If you’re around someone who is commiting a crime that harms someone else, then yes, you should certainly try to help.
If someone is doing something which is an Orwellian “victimless crime”, and you report them, who on earth have you actually helped?

No, Duff, I said it was an “absurdly stupid analogy” and that the crimes in question were in no way analogous. I was using an extreme example to make a point, not about the relative nature of the crimes but about whether not directly participating in a crime necessarily means you didn’t do anything wrong.

And this is what was getting me confused. Yes, underage drinking is dangerous. Inexperience can lead to massive alcohol poisoning. Regardless of age, it can also lead to drunk driving, violent crime, and unprotected sex. (Leading to pregnancy often. Funny that) And of course the biggie, rape.

Now how does any of the above fit into the reason for locking up a kid that isn’t breaking any laws?

(BTW, thanks for a response that didn’t call my mother a goat-feltcher) :wink:

I don’t agree that it’s victimless. Teenage binge drinking is extremely self-injurious behavior. They are literally poisoning themselves (and alcohol is a poison), and one should feel no more comfortable watching it than watching them huff gasoline or snort crank.

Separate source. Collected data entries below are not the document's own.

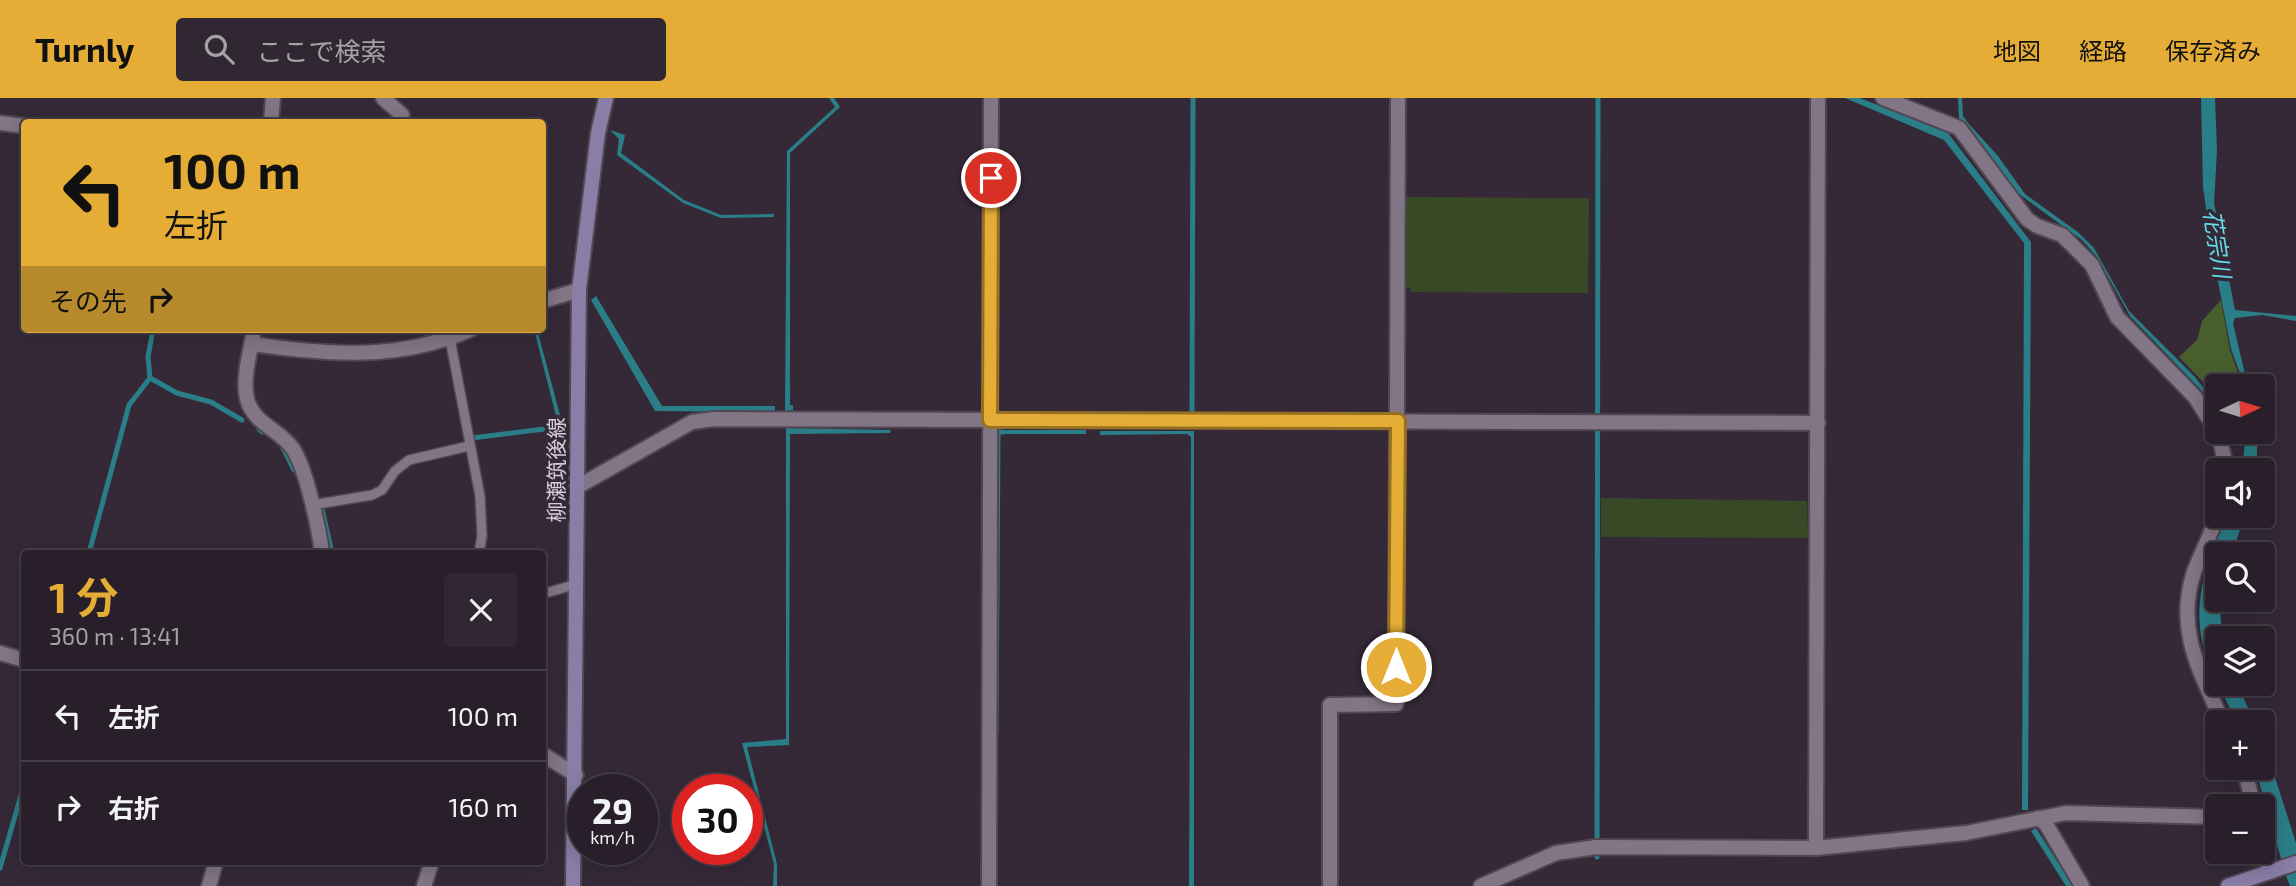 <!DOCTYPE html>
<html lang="ja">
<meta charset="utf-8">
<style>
:root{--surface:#281f2a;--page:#302732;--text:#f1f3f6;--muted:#a5a2a8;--line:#443d47;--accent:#e5ad36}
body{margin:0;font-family:"Exo 2","Noto Sans JP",sans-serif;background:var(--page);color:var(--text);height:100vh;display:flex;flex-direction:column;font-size:26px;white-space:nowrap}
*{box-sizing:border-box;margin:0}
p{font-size:23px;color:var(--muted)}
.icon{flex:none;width:38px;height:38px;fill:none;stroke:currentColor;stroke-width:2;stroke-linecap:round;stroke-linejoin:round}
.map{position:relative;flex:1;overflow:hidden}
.sheet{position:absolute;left:21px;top:452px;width:525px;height:315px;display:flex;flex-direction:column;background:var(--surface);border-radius:7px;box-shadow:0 4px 18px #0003,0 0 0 2px var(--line)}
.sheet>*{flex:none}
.top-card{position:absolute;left:21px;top:21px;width:525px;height:214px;border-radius:7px;box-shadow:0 4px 18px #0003,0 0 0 2px var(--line);background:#e5ad36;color:#111;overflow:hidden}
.needle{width:46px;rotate:86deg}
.buttons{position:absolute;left:2205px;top:276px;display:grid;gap:14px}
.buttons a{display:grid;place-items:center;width:70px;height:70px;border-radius:7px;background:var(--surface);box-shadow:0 4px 18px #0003,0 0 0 2px var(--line);font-size:35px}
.speed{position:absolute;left:567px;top:676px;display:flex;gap:14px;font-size:35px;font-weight:700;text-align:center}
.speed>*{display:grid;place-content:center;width:91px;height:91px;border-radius:50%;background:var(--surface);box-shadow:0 4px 18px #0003,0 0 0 2px var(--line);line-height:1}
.speed small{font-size:18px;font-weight:400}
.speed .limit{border:10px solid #d22;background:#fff;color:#111}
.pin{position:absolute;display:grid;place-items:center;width:60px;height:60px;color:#fff;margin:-30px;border:4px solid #fff;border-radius:50%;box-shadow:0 2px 7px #0007}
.me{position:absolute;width:77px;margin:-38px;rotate:0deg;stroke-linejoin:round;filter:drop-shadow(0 0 5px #0008)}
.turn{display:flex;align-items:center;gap:24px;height:147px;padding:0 28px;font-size:32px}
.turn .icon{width:91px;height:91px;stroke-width:2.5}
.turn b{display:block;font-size:49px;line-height:60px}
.then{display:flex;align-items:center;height:66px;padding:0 28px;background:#0003;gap:14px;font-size:26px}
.round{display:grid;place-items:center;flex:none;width:74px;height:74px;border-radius:7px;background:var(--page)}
.overview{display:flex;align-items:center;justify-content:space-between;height:119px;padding:0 28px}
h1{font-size:42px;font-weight:700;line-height:52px;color:var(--accent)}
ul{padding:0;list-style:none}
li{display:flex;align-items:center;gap:21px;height:91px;padding:0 28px;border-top:2px solid var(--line)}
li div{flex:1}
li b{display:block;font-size:26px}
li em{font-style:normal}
header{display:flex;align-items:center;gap:42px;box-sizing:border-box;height:98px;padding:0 35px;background:var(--accent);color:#111}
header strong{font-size:33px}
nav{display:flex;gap:38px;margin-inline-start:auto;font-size:24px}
.search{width:490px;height:63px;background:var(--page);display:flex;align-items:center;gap:18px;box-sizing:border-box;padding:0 24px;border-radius:7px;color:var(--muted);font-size:26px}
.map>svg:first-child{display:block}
.green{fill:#384926}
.forest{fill:#485f2d}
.water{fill:#2a7e87}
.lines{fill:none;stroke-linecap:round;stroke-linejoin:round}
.stream{stroke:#2a7e87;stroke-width:5}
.service-casing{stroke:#504753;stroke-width:12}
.minor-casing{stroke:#504753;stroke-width:18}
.secondary-casing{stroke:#504753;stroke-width:18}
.service{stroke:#827585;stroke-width:9}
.minor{stroke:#827585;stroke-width:14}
.secondary{stroke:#887ea6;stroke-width:14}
.route-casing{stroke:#957023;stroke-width:18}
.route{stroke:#e5ad36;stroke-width:12}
.labels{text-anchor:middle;stroke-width:7;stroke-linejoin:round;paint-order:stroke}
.street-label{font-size:21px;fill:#d6ced7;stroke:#352938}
.water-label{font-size:23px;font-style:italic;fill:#62dbe9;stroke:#352938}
</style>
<header>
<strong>Turnly</strong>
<div class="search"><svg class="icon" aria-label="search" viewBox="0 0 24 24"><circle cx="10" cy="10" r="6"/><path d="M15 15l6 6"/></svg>ここで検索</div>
<nav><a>地図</a><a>経路</a><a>保存済み</a></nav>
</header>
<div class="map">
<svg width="2296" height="788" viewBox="0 0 2296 788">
<rect width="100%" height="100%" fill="#352938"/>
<!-- green -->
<g class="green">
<path d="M 1403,99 L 1589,100 L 1588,195 L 1411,194 L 1410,190 L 1403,188 Z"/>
<path d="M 1601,400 L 1807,403 L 1808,440 L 1601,439 Z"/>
</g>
<!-- forest -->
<path class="forest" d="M 2221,202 L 2230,252 L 2243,289 L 2217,289 L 2217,306 L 2207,288 L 2179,259 L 2197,242 L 2202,223 Z"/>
<!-- water -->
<g class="water">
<path d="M 829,0 L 834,0 L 840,9 L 790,55 L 790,307 L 793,307 L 793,312 L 785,313 L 787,53 L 835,9 Z"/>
<path d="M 1845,0 L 1860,0 L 1948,35 L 2031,144 L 2028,712 L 2022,712 L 2024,145 L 1944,42 Z"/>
<path d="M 1958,0 L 1962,0 L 1963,18 L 1968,25 L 1998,58 L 2025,96 L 2079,135 L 2094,150 L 2129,213 L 2195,279 L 2212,301 L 2217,317 L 2202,293 L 2130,218 L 2097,159 L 2082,142 L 2019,96 L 1959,21 Z"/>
<path d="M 2201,0 L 2215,0 L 2217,53 L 2214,105 L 2235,212 L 2296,218 L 2296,223 L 2262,217 L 2235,220 L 2233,225 L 2248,289 L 2245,289 L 2231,251 L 2212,152 L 2203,89 Z"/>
<path d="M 610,32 L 625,37 L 621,55 L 684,102 L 721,117 L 774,116 L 774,119 L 721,120 L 683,105 L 617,57 L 619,41 Z"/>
<path d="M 596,198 L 662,308 L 775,308 L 775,314 L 655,313 L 591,202 Z"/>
<path d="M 534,231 L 537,231 L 568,347 L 558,326 Z"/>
<path d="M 786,330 L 891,332 L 890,335 L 790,336 L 789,647 L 747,649 L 777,766 L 777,788 L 773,788 L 774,766 L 742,645 L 786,641 Z"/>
<rect x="999" y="332" width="87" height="4"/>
<path d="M 1100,333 L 1194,333 L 1194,788 L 1189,788 L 1191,339 L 1187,336 L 1100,337 Z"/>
<path d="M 2246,334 L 2258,334 L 2256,373 L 2242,373 Z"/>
<path d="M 2225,418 L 2245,418 L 2231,457 L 2217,457 L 2222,541 L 2217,541 L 2217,584 C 2186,523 2201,478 2225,418 Z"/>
<path d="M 2218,586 L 2237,586 L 2255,625 L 2237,625 Z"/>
<path d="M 2263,642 L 2296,745 L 2296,788 L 2290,788 L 2286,778 L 2255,670 L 2263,670 Z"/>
<path d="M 2036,730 L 2073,788 L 2066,788 L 2031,733 Z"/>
</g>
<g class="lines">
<!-- stream -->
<g class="stream">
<path d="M 153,231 L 148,259 L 150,280 L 177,295 L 211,304 L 242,322"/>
<path d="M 1192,314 L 1193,0"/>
<path d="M 259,331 L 262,334"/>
<path d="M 472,340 L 560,329"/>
<path d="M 283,350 L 294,372"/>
<path d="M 322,411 L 332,455"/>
<path d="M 89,455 L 129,307 L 150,280"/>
<path d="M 996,635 L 998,334 L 1002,334"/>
<path d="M 1597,759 L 1598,0"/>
<path d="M 0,770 L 24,687"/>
</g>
<!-- service casing -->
<g class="service-casing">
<g id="service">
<path d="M 450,241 L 480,398 L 482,438 L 479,455"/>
<path d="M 312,407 L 372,397 L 382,392 L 395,373 L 409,362 L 469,348"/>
<path d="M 542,496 L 577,486"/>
</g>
</g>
<!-- minor casing -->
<g class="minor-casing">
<g id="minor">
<path d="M 383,0 L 402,17"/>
<path d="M 1883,0 L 1959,30 L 2027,121 L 2037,128 L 2062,137 L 2092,167 L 2117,219 L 2195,299 L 2219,337 L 2227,373"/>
<path d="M 271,24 L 273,0"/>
<path d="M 0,25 L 24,28"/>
<path d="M 542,203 L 579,192"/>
<path d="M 254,231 C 251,252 242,279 247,301 C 254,327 280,331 293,351 C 306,370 319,431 322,455"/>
<path d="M 252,246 C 329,257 399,263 472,231"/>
<path d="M 577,389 L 692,324 L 714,321 L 1818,325"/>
<path d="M 2217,418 C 2211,437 2201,455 2194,474 C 2175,532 2200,573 2223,625"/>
<path d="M 0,555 L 24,562"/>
<path d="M 542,656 L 576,677"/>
<path d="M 2244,670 L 2254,709"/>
<path d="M 2038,720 L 2046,726 L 2082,788"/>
<path d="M 2263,746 L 2270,774"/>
<path d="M 1816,750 L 1818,0"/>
<path d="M 209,788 L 216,763"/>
<path d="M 424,788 L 432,763"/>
<path d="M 989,788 L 991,0"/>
<path d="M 1330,788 L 1330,607 L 1396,606 L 1398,0"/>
<path d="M 1481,788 L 1556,755 L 1596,749 L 1816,750 L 1966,735 L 2066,715 L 2217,719"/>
</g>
</g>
<!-- secondary casing -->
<g class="secondary-casing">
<g id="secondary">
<path d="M 573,788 L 579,192 L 598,35 L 606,0"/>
<path d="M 2228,788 L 2296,765"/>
</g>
</g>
<!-- service -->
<use href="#service" class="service"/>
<!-- minor -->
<use href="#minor" class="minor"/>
<!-- secondary -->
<use href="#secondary" class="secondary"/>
</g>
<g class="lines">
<!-- route casing -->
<g class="route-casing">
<path id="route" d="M 991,80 L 990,322 L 1398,323 L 1396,569"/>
</g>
<!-- route -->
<use href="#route" class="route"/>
</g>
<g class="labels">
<!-- street labels -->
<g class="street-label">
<text transform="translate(557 372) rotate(-90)" y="7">柳瀬筑後線</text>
</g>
<!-- water labels -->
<g class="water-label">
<text transform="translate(2217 146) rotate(81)" y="8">花宗川</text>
</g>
</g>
</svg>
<div class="buttons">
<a><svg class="needle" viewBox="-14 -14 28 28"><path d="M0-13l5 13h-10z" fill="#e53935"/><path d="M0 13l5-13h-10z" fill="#a5a2a8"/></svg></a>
<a><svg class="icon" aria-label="sound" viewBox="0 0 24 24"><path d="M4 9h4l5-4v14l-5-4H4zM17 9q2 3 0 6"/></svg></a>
<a><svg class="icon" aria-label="search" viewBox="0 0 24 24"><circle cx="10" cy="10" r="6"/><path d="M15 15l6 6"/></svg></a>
<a><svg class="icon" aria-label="layers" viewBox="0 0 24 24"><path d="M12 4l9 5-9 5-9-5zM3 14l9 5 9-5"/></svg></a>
<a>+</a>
<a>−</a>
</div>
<div class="speed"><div>29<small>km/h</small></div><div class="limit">30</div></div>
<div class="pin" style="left:991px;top:80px;background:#d93025"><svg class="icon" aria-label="arrive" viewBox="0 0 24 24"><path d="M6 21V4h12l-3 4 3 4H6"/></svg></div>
<svg class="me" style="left:1396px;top:569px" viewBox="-20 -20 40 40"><circle r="17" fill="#e5ad36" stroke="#fff" stroke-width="3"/><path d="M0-11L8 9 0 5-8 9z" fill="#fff"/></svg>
<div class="top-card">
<div class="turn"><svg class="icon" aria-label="left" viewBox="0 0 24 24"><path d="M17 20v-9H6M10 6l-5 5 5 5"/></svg><div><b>100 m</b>左折</div></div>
<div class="then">その先<svg class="icon" aria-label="right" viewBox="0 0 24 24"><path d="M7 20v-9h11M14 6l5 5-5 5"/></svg></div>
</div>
<section class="sheet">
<div class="overview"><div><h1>1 分</h1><p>360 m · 13:41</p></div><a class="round"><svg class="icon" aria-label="close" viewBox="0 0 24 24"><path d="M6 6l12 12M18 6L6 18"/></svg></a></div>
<ul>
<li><svg class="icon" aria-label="left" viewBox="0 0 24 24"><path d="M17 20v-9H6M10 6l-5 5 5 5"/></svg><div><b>左折</b></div><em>100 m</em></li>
<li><svg class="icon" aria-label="right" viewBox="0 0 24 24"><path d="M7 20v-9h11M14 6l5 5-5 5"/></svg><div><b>右折</b></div><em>160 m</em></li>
</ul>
</section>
</div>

In the case of this one town, the kid would be breaking the law. There is a specific law which makes it illegal for them to be at the kegger even if they are not personally drinking. Whether that’s a good law or a bad law is obviously debatable, but in this one town, at least, they *would[/ be breaking the law.

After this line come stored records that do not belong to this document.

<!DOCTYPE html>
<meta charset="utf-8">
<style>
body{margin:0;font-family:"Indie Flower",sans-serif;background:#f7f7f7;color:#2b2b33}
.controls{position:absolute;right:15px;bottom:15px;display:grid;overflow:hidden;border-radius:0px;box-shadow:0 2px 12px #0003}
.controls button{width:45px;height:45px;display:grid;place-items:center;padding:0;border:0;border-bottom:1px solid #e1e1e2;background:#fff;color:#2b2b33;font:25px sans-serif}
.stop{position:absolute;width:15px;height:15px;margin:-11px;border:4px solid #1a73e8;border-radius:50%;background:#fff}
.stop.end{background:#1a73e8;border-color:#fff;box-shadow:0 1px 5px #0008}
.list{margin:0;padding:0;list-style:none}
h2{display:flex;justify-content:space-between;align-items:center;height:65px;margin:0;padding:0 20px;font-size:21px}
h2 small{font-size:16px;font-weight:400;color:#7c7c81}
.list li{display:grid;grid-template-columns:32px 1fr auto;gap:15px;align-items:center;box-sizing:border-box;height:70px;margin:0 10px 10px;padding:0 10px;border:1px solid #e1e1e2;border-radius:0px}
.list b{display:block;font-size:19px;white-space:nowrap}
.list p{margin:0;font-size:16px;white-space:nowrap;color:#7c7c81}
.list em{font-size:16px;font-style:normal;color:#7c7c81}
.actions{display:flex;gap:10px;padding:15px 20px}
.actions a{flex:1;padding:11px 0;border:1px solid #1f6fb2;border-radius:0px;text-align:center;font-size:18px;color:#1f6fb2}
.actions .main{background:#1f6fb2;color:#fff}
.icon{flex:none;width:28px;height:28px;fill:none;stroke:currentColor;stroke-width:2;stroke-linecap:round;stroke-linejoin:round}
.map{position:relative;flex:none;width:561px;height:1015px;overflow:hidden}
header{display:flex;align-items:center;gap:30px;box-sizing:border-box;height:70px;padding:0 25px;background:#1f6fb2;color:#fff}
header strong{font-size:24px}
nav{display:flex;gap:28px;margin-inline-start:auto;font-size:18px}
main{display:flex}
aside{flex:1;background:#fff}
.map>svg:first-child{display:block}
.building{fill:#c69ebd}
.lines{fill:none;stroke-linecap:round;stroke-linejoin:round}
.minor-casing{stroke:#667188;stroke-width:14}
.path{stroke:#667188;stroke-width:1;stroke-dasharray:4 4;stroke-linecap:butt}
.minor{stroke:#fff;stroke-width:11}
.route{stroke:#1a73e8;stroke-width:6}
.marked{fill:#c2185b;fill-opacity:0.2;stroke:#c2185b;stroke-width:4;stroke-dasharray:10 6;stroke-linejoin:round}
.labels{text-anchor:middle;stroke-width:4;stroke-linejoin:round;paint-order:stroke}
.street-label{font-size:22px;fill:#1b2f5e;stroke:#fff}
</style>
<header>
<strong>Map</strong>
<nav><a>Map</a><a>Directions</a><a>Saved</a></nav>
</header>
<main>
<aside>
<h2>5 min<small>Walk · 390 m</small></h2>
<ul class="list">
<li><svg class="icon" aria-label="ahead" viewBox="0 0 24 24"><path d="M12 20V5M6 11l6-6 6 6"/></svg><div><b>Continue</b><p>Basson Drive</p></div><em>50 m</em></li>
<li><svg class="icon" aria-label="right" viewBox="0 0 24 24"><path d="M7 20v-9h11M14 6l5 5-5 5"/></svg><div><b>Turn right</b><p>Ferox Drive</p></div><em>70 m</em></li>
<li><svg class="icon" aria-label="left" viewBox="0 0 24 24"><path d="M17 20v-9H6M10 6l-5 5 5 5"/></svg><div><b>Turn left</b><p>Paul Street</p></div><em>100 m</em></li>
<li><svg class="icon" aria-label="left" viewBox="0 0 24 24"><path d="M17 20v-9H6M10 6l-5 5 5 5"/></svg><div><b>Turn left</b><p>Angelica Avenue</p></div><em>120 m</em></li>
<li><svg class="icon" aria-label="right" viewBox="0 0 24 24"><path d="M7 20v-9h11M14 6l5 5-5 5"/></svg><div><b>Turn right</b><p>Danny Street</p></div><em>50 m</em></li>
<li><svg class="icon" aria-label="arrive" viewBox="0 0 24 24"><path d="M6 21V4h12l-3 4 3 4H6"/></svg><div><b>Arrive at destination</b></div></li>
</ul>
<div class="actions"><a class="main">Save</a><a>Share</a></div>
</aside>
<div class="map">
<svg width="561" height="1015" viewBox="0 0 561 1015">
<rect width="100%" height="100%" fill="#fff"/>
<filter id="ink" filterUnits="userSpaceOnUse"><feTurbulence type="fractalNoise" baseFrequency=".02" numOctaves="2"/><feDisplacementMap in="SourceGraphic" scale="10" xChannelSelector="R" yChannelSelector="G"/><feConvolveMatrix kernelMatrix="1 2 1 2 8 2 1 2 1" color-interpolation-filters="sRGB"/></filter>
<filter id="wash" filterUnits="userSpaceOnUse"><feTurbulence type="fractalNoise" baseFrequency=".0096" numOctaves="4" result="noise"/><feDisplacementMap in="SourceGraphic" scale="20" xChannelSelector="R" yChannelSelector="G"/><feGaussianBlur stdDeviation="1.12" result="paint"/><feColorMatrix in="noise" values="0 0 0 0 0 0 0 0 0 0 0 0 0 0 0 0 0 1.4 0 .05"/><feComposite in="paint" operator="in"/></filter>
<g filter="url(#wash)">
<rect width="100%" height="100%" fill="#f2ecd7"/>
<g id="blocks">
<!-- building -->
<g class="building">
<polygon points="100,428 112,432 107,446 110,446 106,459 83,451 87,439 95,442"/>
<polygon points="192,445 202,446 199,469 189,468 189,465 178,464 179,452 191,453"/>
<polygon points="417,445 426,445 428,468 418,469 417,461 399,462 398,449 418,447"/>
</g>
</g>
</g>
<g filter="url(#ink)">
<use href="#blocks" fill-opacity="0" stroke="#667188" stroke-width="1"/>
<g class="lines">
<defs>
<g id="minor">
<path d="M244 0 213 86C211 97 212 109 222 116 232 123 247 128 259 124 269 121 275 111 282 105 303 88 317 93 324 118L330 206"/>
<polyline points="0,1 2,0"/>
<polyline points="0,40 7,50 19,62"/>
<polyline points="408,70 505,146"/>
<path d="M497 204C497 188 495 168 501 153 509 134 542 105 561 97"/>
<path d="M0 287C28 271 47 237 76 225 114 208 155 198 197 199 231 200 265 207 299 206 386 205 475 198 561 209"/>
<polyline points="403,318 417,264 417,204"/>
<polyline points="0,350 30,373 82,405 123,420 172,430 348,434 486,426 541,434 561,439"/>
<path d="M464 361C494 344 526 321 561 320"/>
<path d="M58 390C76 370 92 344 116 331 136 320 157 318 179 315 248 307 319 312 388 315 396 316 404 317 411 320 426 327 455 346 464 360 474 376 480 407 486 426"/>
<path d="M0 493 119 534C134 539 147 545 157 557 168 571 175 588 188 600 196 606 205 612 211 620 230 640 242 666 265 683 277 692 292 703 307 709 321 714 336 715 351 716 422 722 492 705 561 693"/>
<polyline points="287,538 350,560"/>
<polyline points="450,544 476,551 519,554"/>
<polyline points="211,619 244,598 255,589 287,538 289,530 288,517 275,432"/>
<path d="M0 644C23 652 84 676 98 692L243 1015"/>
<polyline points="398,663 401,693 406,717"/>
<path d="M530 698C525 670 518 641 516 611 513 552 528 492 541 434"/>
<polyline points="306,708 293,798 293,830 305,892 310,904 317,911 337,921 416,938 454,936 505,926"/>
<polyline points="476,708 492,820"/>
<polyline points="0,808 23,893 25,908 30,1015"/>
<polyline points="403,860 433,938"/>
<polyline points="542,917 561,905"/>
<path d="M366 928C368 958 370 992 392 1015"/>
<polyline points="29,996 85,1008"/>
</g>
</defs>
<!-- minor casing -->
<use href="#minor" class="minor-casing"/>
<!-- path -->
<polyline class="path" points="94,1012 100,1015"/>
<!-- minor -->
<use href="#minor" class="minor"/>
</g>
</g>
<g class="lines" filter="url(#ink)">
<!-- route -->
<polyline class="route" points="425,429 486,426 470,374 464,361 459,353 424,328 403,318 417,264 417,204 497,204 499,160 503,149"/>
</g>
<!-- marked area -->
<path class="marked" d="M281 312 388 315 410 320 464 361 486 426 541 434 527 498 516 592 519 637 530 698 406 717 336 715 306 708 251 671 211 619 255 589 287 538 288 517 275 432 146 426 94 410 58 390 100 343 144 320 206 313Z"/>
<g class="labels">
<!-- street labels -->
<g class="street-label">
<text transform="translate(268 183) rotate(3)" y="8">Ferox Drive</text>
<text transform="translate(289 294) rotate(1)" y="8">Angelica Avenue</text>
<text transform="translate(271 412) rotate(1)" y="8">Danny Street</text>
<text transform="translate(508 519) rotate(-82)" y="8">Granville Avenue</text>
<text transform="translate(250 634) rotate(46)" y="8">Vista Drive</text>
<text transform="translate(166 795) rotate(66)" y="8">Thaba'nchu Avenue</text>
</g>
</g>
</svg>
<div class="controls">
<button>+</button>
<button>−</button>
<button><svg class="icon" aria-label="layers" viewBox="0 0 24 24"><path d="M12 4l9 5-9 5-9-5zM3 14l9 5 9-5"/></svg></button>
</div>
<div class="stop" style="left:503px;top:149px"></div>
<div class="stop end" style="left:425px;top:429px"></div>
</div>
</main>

No problem. You didn’t call me one.

Are you going to be in Grand Forks the week after Christmas?

First, it’s so absurd it shouldn’t have been used.
Second, since all crimes are not equal, finding one which you have a moral obligation to stop doesn’t mean that any other crime has the same obligation.

Victimless as in, there is no victim.
I could go drink bleach right now, and yes, it’d hurt me, but there wouldn’t be a victim.
Punishing people for making their own choices is a Big Brother-esque move.
I think that sort of logic is bullshit when people apply it to marijuana, underage drinking, etc… acting as if ‘self injury’ is equal to ‘hurting someone else’ is just wacky.

We have an obligation to stop kids from harming themselves. Kids do die because they don’t know how to drink.

I fear I’ll be here till I die. Are you taking me up on the beer I offered?

I guess we’re just of differing minds on this subject. Not enough to get worked up over, so I’m going back to lurking. It’s much easier on my stress level. Meaning it can build up till the next time I have to pit you. :smiley:

Agreed.

Now, by what strange alchemy do we go from that to, “we have to save kids who are not drinking from the perils of not drinking?

Yes, we should provide education and rehab for kids who have alcohol problems, but how on God’s Green Earth does arresting people who aren’t drinking help the people who are?